As ideias apresentadas são interessantes, e dificilmente refutáveis se concordarmos com as duas premissas na sua base: que o sistema político português é parlamentarista, e que assim se deve manter. É com base nestas duas ideias fundamentais que Vital Moreira descreve o comportamento desejável por um PR num sistema desta natureza e formula uma proposta de revisão constitucional para reforçar estas definições e separações de poder.
'Que Presidente da República para Portugal?' é um livro que peca pela repetição, sobretudo no segundo capítulo. A cópia quase integral das entradas no blogue 'Causa Nossa' diminui o impacto das ideias, não só porque lemos de uma assentada as críticas reiteradas (por reincidência do PR) de 10 anos de mandato, mas também por demonstrar uma falta de interesse em ir além disso. Em compilar e articular de outra forma as ideias, com um formato mais coerente, conexo, e conciso.

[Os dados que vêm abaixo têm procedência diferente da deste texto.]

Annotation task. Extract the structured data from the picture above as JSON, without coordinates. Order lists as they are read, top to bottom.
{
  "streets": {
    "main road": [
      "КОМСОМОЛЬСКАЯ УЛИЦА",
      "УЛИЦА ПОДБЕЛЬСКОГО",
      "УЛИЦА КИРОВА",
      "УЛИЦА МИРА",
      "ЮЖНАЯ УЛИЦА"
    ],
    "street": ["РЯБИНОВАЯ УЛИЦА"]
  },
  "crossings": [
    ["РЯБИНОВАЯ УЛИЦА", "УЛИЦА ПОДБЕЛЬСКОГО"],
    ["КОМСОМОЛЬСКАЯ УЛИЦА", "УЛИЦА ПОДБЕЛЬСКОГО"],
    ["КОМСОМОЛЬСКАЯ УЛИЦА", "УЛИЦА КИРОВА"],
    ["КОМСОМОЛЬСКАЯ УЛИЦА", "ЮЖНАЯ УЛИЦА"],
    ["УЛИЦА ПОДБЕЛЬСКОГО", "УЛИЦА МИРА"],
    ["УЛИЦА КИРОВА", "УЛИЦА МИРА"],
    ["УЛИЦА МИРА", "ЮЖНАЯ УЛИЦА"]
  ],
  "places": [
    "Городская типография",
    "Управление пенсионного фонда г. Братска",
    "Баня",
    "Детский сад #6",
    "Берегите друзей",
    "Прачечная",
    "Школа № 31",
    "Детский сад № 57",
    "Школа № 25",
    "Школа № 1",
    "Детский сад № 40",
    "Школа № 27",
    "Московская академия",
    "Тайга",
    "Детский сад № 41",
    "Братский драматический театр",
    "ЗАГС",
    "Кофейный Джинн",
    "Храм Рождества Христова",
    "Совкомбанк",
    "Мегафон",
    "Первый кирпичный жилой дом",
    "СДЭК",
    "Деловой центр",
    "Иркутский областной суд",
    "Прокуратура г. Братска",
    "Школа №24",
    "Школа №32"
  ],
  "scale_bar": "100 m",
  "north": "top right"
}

Todavia, recomendo a sua leitura, mesmo que seja na diagonal, para ajudar a esclarecer qual é o papel do PR atualmente consagrado na Constituição e como o PR deve atuar.
Um excelente livro sobre o papel do Presidente da República no sistema de governo português e sobre os perigos de ter presidentes que não compreendem ou não querem compreender as suas funções e os poderes que lhes estão constitucionalmente atribuídos.
Esta é uma excelente leitura, mesmo para aqueles que não gostam do nosso sistema de governo e que desenham para si as alternativas mais apropriadas. Este é, para já, o sistema que temos. Este é, para já, o sistema para o qual elegemos.
Fica no entanto por responder uma questão: como convencer os portugueses a votar em candidatos que mostrem entender a posição constitucional do Presidente da República, quando sabemos que nenhum o fez, que nenhum o faz e que um intervencionismo à Marcelo Rebelo de Sousa tem impactos reais e visíveis na governação do país, que podem beneficiar ou prejudicar o nosso "lado" político.